Content starts
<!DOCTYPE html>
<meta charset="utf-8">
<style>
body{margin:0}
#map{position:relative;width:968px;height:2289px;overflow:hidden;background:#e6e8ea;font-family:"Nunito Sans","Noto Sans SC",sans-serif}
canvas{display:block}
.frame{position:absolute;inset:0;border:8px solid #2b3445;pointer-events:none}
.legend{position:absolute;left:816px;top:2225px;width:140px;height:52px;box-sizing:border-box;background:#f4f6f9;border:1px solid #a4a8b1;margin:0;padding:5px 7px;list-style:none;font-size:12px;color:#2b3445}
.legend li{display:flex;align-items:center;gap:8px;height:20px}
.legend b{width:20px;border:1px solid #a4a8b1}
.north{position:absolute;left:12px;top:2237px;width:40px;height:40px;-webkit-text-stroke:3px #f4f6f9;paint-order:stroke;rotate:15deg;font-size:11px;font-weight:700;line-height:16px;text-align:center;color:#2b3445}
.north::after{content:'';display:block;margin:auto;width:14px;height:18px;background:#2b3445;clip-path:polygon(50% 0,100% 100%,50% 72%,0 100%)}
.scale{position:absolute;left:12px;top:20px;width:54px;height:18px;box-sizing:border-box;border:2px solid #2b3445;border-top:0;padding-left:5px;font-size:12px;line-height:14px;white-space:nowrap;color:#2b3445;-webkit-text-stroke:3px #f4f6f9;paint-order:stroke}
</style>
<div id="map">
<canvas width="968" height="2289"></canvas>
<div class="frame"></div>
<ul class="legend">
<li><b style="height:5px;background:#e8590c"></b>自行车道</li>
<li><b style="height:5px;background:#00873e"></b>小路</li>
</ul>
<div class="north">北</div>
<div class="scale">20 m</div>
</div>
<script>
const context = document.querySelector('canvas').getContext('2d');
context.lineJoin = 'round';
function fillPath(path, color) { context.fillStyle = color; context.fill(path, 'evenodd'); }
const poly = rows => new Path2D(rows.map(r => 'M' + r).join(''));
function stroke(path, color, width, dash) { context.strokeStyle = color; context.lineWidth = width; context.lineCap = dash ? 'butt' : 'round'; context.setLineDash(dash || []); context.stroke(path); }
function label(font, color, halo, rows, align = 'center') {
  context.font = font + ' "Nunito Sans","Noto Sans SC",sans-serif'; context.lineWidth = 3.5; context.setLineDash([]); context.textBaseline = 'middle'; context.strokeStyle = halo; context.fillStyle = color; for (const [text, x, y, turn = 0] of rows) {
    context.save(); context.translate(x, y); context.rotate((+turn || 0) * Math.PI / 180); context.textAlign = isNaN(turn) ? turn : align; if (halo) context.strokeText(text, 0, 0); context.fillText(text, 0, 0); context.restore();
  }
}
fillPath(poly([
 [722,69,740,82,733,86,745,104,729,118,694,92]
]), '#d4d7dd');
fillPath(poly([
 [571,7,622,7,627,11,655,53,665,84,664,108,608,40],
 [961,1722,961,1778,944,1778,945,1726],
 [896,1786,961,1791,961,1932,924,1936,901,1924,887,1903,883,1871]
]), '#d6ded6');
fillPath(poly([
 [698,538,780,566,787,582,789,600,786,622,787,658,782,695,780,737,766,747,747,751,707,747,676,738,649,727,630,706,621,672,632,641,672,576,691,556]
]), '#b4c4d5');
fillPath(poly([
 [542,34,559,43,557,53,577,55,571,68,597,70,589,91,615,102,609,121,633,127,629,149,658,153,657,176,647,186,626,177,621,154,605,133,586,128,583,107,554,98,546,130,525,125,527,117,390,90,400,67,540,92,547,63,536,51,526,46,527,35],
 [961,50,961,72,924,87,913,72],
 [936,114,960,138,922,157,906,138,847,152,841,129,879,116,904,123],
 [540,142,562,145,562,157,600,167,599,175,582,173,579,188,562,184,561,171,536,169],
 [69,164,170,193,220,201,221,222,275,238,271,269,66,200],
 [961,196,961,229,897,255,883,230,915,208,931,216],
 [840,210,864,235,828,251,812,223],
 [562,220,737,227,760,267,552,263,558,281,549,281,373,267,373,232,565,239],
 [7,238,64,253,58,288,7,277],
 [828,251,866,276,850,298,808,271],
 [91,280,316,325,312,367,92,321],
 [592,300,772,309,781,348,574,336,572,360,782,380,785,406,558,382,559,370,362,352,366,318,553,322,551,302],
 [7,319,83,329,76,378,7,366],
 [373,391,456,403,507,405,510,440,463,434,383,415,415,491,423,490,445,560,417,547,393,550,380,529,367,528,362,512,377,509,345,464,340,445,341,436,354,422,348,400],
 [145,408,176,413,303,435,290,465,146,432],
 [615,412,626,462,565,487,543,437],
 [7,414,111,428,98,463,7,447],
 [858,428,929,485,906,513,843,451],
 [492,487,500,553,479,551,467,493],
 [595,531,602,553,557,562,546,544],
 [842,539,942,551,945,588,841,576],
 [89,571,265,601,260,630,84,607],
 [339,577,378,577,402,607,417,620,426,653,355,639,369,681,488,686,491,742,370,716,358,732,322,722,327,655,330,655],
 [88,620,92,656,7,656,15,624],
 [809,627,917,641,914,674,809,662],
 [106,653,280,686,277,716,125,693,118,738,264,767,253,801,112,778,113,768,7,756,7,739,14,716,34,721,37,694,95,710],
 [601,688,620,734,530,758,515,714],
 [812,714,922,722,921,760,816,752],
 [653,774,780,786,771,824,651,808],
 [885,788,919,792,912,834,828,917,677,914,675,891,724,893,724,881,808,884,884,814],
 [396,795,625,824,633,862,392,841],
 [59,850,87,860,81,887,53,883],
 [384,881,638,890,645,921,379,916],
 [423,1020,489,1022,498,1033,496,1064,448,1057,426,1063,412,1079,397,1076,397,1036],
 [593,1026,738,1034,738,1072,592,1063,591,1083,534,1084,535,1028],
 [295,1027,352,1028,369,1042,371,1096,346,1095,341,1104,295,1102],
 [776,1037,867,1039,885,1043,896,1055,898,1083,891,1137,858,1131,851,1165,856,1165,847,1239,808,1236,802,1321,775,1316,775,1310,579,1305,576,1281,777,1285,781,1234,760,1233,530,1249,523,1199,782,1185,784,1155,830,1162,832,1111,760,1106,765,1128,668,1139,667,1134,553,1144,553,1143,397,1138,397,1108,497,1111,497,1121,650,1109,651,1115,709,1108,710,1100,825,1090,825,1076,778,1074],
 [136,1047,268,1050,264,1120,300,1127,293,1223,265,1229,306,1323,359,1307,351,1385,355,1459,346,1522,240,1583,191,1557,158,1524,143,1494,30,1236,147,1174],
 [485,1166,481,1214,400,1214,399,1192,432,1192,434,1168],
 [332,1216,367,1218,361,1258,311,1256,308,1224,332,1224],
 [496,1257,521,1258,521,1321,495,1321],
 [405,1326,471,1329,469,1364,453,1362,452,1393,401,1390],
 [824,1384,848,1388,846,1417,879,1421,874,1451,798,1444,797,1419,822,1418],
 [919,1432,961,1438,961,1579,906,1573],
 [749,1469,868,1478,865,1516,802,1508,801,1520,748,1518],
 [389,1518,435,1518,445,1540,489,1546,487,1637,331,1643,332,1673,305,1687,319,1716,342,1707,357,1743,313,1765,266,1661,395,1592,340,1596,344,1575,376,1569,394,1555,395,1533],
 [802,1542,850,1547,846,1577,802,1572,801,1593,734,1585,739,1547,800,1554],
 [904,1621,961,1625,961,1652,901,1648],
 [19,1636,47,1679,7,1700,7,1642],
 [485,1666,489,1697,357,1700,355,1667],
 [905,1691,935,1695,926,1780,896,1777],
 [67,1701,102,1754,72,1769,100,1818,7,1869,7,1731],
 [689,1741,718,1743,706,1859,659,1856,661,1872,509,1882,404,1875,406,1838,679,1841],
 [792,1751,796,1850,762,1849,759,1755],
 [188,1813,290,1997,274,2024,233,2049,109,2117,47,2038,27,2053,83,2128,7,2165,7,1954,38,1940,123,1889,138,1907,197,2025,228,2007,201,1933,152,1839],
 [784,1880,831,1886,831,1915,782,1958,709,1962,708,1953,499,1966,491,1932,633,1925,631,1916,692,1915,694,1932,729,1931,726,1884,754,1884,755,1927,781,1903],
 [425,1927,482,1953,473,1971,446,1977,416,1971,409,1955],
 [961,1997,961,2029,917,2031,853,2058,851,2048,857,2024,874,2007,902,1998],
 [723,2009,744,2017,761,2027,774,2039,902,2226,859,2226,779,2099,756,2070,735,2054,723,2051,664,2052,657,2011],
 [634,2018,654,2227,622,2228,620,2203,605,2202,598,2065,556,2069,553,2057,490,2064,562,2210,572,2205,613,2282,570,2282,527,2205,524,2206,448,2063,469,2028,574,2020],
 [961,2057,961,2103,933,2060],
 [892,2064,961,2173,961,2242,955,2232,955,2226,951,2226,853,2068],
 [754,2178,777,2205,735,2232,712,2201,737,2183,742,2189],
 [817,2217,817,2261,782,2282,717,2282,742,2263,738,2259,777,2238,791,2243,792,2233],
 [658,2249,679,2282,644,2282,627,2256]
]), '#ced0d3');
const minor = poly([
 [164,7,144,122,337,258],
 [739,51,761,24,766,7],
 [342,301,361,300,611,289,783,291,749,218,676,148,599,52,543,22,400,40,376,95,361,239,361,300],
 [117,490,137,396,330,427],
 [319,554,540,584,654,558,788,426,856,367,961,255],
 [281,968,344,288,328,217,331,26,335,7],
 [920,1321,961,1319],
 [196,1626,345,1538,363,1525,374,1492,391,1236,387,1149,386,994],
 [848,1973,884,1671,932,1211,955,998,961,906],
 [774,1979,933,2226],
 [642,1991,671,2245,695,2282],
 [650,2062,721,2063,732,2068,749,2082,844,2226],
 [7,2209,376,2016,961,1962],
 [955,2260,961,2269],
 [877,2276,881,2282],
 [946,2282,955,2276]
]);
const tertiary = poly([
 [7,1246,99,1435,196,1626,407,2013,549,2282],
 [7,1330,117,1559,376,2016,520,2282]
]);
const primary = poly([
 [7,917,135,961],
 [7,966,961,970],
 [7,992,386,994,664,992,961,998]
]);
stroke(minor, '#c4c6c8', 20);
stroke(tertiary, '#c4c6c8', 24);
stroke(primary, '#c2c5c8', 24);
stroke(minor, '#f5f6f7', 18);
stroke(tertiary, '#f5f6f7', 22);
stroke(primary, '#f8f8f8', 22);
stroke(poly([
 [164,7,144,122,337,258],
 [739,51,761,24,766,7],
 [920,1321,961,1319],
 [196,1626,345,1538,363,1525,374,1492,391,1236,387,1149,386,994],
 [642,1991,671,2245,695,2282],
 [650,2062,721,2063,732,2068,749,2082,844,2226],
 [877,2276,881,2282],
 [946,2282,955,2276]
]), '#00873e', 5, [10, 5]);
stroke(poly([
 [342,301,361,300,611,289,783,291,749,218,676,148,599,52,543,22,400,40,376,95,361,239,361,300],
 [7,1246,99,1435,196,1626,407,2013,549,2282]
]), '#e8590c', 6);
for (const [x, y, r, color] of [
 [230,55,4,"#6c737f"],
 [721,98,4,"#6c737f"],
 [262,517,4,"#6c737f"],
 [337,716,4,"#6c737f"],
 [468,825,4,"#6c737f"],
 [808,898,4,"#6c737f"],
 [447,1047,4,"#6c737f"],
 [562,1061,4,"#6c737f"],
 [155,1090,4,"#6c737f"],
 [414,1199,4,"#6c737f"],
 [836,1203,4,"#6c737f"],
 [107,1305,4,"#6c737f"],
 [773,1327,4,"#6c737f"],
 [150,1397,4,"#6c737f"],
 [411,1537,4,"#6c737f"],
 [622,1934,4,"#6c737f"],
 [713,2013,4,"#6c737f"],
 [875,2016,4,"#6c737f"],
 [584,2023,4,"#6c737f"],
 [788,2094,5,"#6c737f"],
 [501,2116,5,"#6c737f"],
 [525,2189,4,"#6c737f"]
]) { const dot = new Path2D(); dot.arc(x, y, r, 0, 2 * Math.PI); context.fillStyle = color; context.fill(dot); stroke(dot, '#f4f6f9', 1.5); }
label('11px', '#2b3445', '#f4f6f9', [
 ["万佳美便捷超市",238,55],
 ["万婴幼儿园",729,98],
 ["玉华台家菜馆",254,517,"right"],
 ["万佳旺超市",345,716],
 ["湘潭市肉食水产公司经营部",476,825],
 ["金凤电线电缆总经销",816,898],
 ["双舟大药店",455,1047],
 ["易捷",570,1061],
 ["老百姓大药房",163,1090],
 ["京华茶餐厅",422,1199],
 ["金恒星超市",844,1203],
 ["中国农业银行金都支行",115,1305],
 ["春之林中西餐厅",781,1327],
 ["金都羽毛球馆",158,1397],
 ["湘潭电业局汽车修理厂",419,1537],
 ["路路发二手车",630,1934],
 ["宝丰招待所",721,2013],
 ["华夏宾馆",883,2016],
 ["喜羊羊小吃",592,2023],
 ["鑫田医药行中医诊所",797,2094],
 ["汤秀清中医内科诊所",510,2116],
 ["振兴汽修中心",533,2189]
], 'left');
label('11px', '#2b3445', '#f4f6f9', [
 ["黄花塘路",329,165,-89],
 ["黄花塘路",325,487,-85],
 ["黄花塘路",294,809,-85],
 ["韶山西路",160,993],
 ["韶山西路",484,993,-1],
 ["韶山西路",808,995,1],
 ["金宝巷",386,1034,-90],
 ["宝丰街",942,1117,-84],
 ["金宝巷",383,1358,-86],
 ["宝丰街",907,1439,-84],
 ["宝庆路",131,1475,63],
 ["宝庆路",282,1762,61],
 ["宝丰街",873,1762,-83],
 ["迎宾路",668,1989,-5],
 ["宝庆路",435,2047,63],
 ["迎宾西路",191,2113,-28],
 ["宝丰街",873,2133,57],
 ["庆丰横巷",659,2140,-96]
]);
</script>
Content ends
• _Task description_: Going through the data above, return each line with the word "rows".

• _Output_:
const poly = rows => new Path2D(rows.map(r => 'M' + r).join(''));
function label(font, color, halo, rows, align = 'center') {
  context.font = font + ' "Nunito Sans","Noto Sans SC",sans-serif'; context.lineWidth = 3.5; context.setLineDash([]); context.textBaseline = 'middle'; context.strokeStyle = halo; context.fillStyle = color; for (const [text, x, y, turn = 0] of rows) {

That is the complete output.